AzureAD / azure-activedirectory-identitymodel-extensions-for-dotnet

IdentityModel extensions for .Net
MIT License
1.05k stars 397 forks source link

Issue with _currentConfiguration being null after the first call #2050

Open dmitrymal opened 1 year ago

dmitrymal commented 1 year ago

Summary: We ran into an issue with our Azure Function that has a very high throughput. With high volume functions a lot of new function instances start and go. Sometime on the startup of a new instance, the very first call to the GetConfigurationAsync fails (e.g. OKTA server was unavailable). This causes all the subsequent calls to fail for the next 5 minutes.

Details: When this line var configuration = await _configRetriever.GetConfigurationAsync(MetadataAddress, _docRetriever, CancellationToken.None).ConfigureAwait(false); fails, the exception is caught and _syncAfter is set to now + 5 mins. However, _currentConfiguration is still null.

On the subsequent calls the condition if (_syncAfter <= now) is true and the code falls through to this line https://github.com/AzureAD/azure-activedirectory-identitymodel-extensions-for-dotnet/blob/614642a18baf304d67a4a6e711074efb71262c35/src/Microsoft.IdentityModel.Protocols/Configuration/ConfigurationManager.cs#L209 causing the another exception.

This keeps happing for 5 mins until _syncAfter becomes > than now In our case this behavior causes 10 - 50K exceptions in 5 min timeframe.

Proposed fix: add || _currentConfiguration == null condition to the following if statement: https://github.com/AzureAD/azure-activedirectory-identitymodel-extensions-for-dotnet/blob/614642a18baf304d67a4a6e711074efb71262c35/src/Microsoft.IdentityModel.Protocols/Configuration/ConfigurationManager.cs#L170 Something like this: if (_currentConfiguration == null || _syncAfter <= now)

Question: Before this is fixed, is there any workaround that you could suggest?

Disclaimer: All this analysis is done just by reviewing the code, so I might have overlooked something. Let me know if this sounds correct to you.

brentschmaltz commented 1 year ago

@dmitrymal we are modifying this so that until configuration is obtained, we will retry at a 30 second interval 4 times.
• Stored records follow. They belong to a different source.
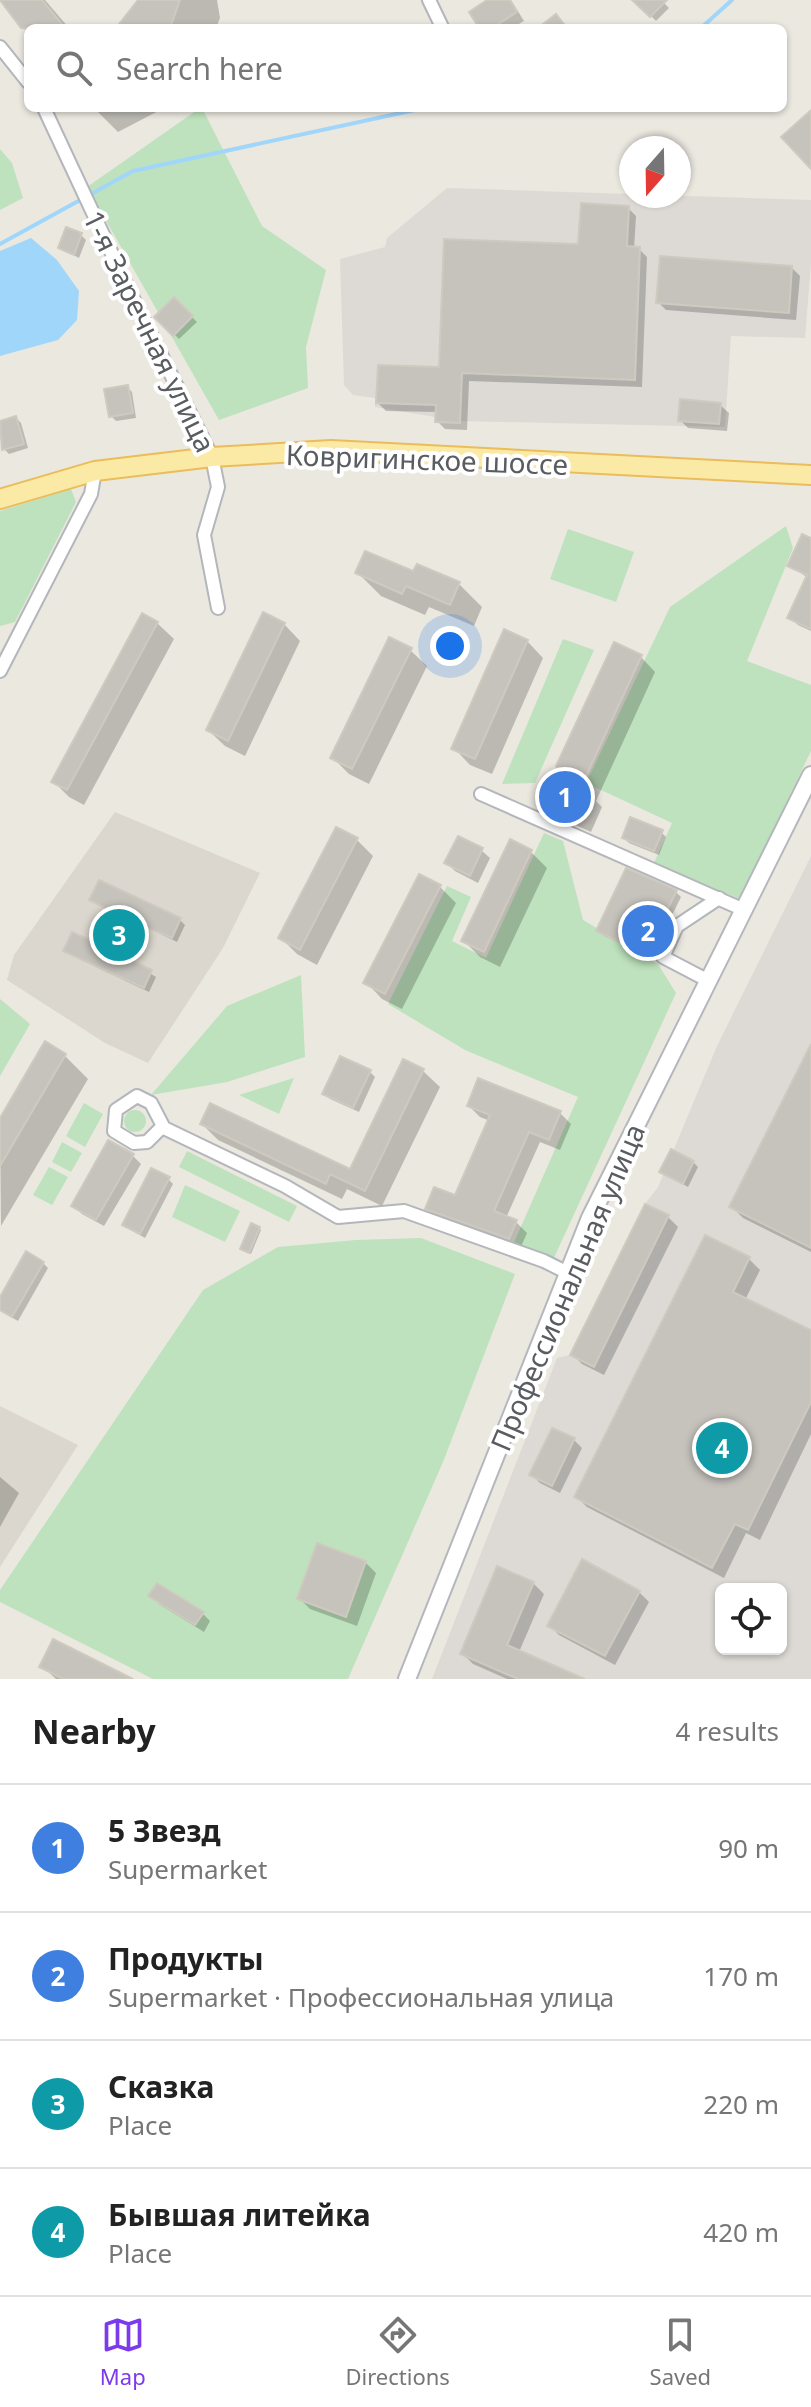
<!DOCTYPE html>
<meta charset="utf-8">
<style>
:root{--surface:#fff;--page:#f2f2f2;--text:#222;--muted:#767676;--line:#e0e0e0;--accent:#7c3aed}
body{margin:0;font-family:"Noto Sans",sans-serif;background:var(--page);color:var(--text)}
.controls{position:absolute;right:24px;bottom:24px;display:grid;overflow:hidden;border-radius:12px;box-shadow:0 2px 6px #0004}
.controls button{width:72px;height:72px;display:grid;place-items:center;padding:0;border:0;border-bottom:2px solid var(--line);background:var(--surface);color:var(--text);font:40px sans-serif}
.compass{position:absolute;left:619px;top:136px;width:72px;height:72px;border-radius:50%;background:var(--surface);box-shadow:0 2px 6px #0004;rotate:200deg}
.you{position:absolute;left:450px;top:646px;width:28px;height:28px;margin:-20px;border:6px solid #fff;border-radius:50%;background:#1a73e8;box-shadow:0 0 0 12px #1a73e833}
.badge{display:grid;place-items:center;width:52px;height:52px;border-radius:50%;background:var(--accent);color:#fff;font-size:26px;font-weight:700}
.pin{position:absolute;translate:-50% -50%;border:4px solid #fff;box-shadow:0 2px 8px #0006}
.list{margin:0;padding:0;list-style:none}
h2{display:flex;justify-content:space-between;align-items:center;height:104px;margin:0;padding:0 32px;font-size:34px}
h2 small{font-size:26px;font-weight:400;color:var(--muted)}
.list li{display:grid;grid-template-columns:52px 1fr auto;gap:24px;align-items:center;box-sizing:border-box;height:128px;padding:0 32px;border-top:2px solid var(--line)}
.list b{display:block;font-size:30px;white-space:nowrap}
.list p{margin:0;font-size:26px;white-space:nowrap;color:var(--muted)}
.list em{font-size:26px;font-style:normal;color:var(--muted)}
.icon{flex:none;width:44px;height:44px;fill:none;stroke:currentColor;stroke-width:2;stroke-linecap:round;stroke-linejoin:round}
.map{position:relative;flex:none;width:811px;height:1679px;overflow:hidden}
.search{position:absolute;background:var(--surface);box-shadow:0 2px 6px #0004;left:24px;right:24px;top:24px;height:88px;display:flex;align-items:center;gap:20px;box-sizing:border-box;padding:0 28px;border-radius:12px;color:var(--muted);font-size:30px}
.sheet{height:616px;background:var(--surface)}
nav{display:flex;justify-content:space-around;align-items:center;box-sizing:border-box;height:112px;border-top:2px solid var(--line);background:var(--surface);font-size:22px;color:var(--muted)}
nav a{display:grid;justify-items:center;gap:4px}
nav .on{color:var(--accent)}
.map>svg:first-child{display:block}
.industrial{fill:#dddad5;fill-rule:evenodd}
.education{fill:#dbd7ce}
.green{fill:#bee2bd}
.water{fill:#a1d6fb}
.shadow{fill:#0003}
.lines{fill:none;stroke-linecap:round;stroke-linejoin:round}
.stream{stroke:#a1d6fb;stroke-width:4}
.building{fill:#c6c3bd;stroke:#cfcabf;stroke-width:2}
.minor-casing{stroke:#b3b6ba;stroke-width:16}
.secondary-casing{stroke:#b4b7bc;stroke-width:20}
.primary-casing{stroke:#eabd5a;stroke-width:22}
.minor{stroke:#fff;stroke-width:12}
.secondary{stroke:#fff;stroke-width:16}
.primary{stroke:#fbeaa5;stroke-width:18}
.labels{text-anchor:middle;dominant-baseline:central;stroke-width:8;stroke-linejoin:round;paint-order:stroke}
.street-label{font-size:28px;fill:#595c60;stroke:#fff}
</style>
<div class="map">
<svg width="811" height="1679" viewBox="0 0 811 1679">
<rect width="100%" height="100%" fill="#ebe8e0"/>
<g class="industrial">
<polygon points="447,188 811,200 811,264 805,338 731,336 725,427 459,421 375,407 375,398 353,395 344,385 340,259 385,247 387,238"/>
<path d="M 811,856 L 811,1679 L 432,1679 L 557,1358 L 570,1355 L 645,1204 L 658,1187 L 717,1046 ZM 721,1589 L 781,1589 L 781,1649 L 721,1649 Z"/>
</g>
<g class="education">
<polygon points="115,812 260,873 223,948 148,1063 105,1043 7,980 14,955"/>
<polygon points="0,1406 78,1445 0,1567"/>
</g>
<g class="green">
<polygon points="200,108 202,108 262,226 326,270 306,347 308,388 219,420 87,187"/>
<polygon points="0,149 12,163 23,198 0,210"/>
<polygon points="71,489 76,502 15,622 0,626 0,511"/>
<polygon points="786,526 793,548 747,661 811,685 811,751 740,899 654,863 672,823 586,783 670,607"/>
<polygon points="568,529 634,552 616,602 550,579"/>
<polygon points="563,639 594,650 535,783 502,784"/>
<polygon points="544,833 563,841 583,920 658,964 676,993 552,1262 512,1247 578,1097 465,1050 388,1004 447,886 471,897 452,941 486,958"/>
<polygon points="301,975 305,1057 227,1082 151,1095 227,1006"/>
<polygon points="0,999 30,1024 0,1076"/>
<polygon points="294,1078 279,1114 239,1095"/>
<polygon points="84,1103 103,1114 85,1147 66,1136"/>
<circle cx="135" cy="1121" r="11"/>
<polygon points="62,1142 82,1153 71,1172 52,1162"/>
<polygon points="187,1151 297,1206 289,1222 179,1167"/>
<polygon points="49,1167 68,1177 52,1205 33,1195"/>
<polygon points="185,1185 240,1211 225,1242 172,1217"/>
<polygon points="421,1238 515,1274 443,1462 348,1679 153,1679 0,1602 0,1590 203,1290 278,1247 356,1240"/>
</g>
<polygon class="water" points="31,238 57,260 79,291 77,320 58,340 0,356 0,251"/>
<g class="shadow">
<polygon points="0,0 45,0 69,28 28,28 28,33"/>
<polygon points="140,0 217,0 220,18 216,28 117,28"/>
<polygon points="491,0 511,0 524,21 512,28 481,28"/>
<polygon points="641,0 661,0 669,8 656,21 638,3"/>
<polygon points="94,108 164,108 118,132"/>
<polygon points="628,208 636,216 634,249 639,249 647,257 642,387 469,381 467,430 445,429 437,421 438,412 386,411 378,403 441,369"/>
<polygon points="81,235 86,240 79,258 60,248"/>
<polygon points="792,268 800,276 796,320 666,310 658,302"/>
<polygon points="174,300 197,322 179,339 157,317"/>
<polygon points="127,387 132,392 136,418 116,421 111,416"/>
<polygon points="720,405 729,413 727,431 688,428 680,420"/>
<polygon points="16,418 21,423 28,448 9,454 4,449 0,437 0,423"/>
<polygon points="811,540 811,631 798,625 790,617 808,578 789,565"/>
<polygon points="358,573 414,574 459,584 482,607 474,626 429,607 425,615 381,596"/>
<polygon points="157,623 174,639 84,805 69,797 53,781"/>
<polygon points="284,624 300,641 245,756 225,746 208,730"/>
<polygon points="527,641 543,658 492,774 470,765 454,748"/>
<polygon points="410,650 427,666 369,784 349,774 333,758"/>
<polygon points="641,657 655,672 596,801 602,807 591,832 560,818 545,803"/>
<polygon points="661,832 666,837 659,855 629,843 624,838"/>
<polygon points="356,839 373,856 317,965 297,954 281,938"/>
<polygon points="481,850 490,858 478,883 455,871 447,863"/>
<polygon points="531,852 547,868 500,967 480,957 464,941"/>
<polygon points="440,887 456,903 402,1009 382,999 366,982"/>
<polygon points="676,892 681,897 653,954 634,946 633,949 604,936 599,931"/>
<polygon points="92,899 180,920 185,925 177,942 146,927 129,961 156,977 149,992 71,955 66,950 100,947 116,913"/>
<polygon points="811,1048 811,1252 743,1218 732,1207"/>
<polygon points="65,1056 88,1079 1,1226 0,1122"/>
<polygon points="404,1062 423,1071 440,1087 382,1206 347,1189 342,1199 218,1140 202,1124 351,1172"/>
<polygon points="370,1072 375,1077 359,1112 330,1099 325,1094"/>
<polygon points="469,1106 560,1113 571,1124 560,1150 540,1142 506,1218 516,1222 527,1233 520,1249 438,1219 427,1208 456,1198 490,1121 480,1117"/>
<polygon points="133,1156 141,1164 104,1226 82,1214 74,1206"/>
<polygon points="693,1162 698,1167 688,1187 662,1171"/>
<polygon points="168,1179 173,1184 145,1238 129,1229 124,1224"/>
<polygon points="646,1206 668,1217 678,1227 604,1375 582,1364 572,1354"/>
<polygon points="259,1228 261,1230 251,1254 244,1250"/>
<polygon points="749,1259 760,1270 745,1300 811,1332 811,1434 760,1540 746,1533 724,1578 587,1507 576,1496"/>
<polygon points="43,1263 48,1268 18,1321 2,1312 0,1301"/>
<polygon points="574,1440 582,1448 560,1493 540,1483 532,1475"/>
<polygon points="0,1477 19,1493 0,1527"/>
<polygon points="365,1562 376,1573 357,1626 310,1609 299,1598"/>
<polygon points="533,1583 544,1594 519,1652 576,1679 507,1679 473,1664 462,1653"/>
<polygon points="639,1592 649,1602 615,1665 559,1635 550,1626"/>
<polygon points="151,1596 202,1613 210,1621 204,1632 159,1604"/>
<polygon points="42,1666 128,1679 56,1679"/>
</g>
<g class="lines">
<g class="stream">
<polyline points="701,28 732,0"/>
<polyline points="0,244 133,171 424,108"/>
</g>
</g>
<g class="building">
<polygon points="0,0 42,0 65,28 21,28"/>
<polygon points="138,0 180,0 170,28 116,28"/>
<polygon points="487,0 510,0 517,12 492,28 479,28 469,12"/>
<polygon points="632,0 667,0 650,17"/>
<polygon points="556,14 567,28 538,28"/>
<polygon points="811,110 811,169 781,137"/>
<polygon points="581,203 629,206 627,246 640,247 635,380 462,373 460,423 435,422 436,405 376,403 378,365 439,367 444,239 578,244"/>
<polygon points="66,227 82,233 74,255 58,248"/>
<polygon points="660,256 792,266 789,313 656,303"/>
<polygon points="174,297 193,316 173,336 154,317"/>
<polygon points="128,385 133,413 109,417 104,389"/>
<polygon points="680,399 721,403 719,424 678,421"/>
<polygon points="16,416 24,444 2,450 0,421"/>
<polygon points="802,534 811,538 811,629 787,618 807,575 787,566"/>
<polygon points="365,551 413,571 417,564 460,582 450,605 406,586 402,594 355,573"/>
<polygon points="263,612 285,623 228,741 206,730"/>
<polygon points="142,613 158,622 67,790 51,782"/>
<polygon points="504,629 528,640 475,759 451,749"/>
<polygon points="389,637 412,648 352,769 330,758"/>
<polygon points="614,642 642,655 581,787 588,790 576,818 543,804 558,768 556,766"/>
<polygon points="630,817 663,830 654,851 622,838"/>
<polygon points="336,827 358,838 300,950 278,938"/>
<polygon points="458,836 483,848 470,876 444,863"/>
<polygon points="510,839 532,850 484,952 461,941"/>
<polygon points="626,868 677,890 647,951 629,942 628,946 596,931"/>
<polygon points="419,874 441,885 385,994 363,983"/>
<polygon points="99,880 181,918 172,938 140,924 125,957 152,970 144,988 63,951 72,932 99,944 114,912 89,900"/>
<polygon points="45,1041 66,1054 0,1166 0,1118"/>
<polygon points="811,1044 811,1248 729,1207"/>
<polygon points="340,1056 371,1070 353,1108 322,1094"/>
<polygon points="403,1059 424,1069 365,1191 330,1174 326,1184 200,1124 210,1103 350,1169"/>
<polygon points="478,1078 561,1111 549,1140 529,1132 494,1211 517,1220 509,1239 425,1209 434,1187 455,1195 490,1115 467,1106"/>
<polygon points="108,1140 134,1154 96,1220 71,1206"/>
<polygon points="671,1149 694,1161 683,1184 659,1172"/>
<polygon points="151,1168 170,1177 140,1234 122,1225"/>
<polygon points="645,1204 669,1215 594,1367 570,1355"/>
<polygon points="251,1223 260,1227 249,1253 240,1249"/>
<polygon points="705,1235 750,1257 733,1292 811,1330 811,1402 748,1530 735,1524 712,1568 574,1497"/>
<polygon points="26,1251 44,1262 12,1317 0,1310 0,1297"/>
<polygon points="552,1428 575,1438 552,1486 529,1475"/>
<polygon points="317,1543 366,1561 346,1617 297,1599"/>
<polygon points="582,1559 640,1591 605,1656 547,1626"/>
<polygon points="497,1566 534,1582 507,1645 585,1679 518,1679 460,1654"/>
<polygon points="157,1583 204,1612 195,1625 148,1596"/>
<polygon points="53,1639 133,1679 64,1679 39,1667"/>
</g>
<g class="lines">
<defs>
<g id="minor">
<polyline points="429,0 442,27"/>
<polyline points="0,47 28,82"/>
<polyline points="44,108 128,288 212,457 218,487 204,535 218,608"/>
<polyline points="0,671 91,494 95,471"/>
<polyline points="481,794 742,909"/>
<polyline points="707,980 663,957 677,926 719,898"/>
<polyline points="163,1126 147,1142 134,1143 114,1131 116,1110 137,1096 151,1103 164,1128 285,1186 338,1217 404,1211 544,1261 568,1273"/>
</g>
<polyline id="secondary" points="407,1679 590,1218 811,775"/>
<polyline id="primary" points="0,499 95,471 212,457 331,450 811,475"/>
</defs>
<use href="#minor" class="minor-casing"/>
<use href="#secondary" class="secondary-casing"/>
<use href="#primary" class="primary-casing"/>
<use href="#minor" class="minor"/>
<use href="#secondary" class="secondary"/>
<use href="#primary" class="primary"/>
</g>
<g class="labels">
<g class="street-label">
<text transform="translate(150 331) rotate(64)">1-я Заречная улица</text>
<text transform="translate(427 459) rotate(2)">Ковригинское шоссе</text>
<text transform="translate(567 1287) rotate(-67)">Профессиональная улица</text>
</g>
</g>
</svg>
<div class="controls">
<button><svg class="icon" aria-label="locate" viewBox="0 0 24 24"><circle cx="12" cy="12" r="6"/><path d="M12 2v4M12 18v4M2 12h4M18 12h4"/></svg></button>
</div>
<svg class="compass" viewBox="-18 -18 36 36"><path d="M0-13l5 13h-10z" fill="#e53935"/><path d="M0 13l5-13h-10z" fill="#767676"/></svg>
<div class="you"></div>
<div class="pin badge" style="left:565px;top:797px;background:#3f7fe0">1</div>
<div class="pin badge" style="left:648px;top:931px;background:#3f7fe0">2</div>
<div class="pin badge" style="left:119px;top:935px;background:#0f9aa8">3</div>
<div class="pin badge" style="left:722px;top:1448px;background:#0f9aa8">4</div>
<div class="search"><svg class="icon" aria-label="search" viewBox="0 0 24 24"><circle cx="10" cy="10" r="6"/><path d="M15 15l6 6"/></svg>Search here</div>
</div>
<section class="sheet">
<h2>Nearby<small>4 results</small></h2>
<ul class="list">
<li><span class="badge" style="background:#3f7fe0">1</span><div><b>5 Звезд</b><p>Supermarket</p></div><em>90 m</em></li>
<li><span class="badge" style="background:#3f7fe0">2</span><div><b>Продукты</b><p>Supermarket · Профессиональная улица</p></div><em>170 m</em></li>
<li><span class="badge" style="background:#0f9aa8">3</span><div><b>Сказка</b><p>Place</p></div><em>220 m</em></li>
<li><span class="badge" style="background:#0f9aa8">4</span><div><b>Бывшая литейка</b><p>Place</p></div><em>420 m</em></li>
</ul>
</section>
<nav>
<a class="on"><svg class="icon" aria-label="map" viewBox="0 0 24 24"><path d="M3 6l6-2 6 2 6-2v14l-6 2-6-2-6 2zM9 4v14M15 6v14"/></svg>Map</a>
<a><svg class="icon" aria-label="directions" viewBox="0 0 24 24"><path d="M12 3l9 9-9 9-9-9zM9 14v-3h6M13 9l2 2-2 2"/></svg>Directions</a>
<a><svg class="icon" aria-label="saved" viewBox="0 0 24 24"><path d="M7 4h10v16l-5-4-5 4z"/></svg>Saved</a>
</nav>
Does this seem reasonable?

dmitrymal commented 1 year ago

@dmitrymal we are modifying this so that until configuration is obtained, we will retry at a 30 second interval 4 times. Does this seem reasonable?

It is your call, but personally, I would have left it up to the client to decide what retry strategy to use. '30 second interval 4 times' seems just a random decision and may not work for all clients. For instance, in our case with the rate of 10K requests per minute, we might end up with 40K queued requests waiting for a retry (which is probably not good).

After all, the issue is not about not being able to get the configuration or retry logic. The issue is in the code which does not check whether or not the _currentConfiguration is null.

In my opinion, the code should check if currentConfiguration == null and if it is, try to get it. The code should not simply throw an exception leaving the client without any option to fix the issue. This logical bug should be fixed regardless of retry logic. The easiest and quickest way to fix it is to have it something like this: if (_currentConfiguration == null || _syncAfter <= now)

I could create a PR with the proposed changes if that would help.

By the way, I see you labeled it as an 'Enhancement'. I would consider this as a Bug (not an Enhancement). Thoughts?

brentschmaltz commented 1 year ago

@dmitrymal A request has arrived and we need to validate the token. Metadata may be needed since TokenValidationParameters.ConfigurationManager is not null the user must have set it. If metadata cannot be obtained, we may not be able to validate the token, but we will try.

It seems correct that if ConfigurationManger never obtained metadata, we should try again next time through. A simple change would be to not set _syncAfter in the exception block here.

I need to circle back with the team to understand why continuous attempts without a throttle were not acceptable.

brentschmaltz commented 1 year ago

@dmitrymal we discussed this as a team and landed on exponential backoff.

dmitrymal commented 1 year ago

@dmitrymal we discussed this as a team and landed on exponential backoff.

The retry logic might help (in some cases). However, the client code should have control of the retry logic. Otherwise, it might lead to more issues. At the very least the client should be able to set/define retry parameters.

Anyway, all this (the retry discussion) is a separate concern and has nothing to do with the reported issue in the code. If _currentConfiguration ends up to be null even after retries, the client would still run into the same issue.

Any thoughts on fixing that?

brentschmaltz commented 1 year ago

@dmitrymal we have implemented a exponential increase in this PR https://github.com/AzureAD/azure-activedirectory-identitymodel-extensions-for-dotnet/pull/2052

We should leave this open to add the ability for users to set their own algorithm as you are correct in that we can assume to understand all the scenarios.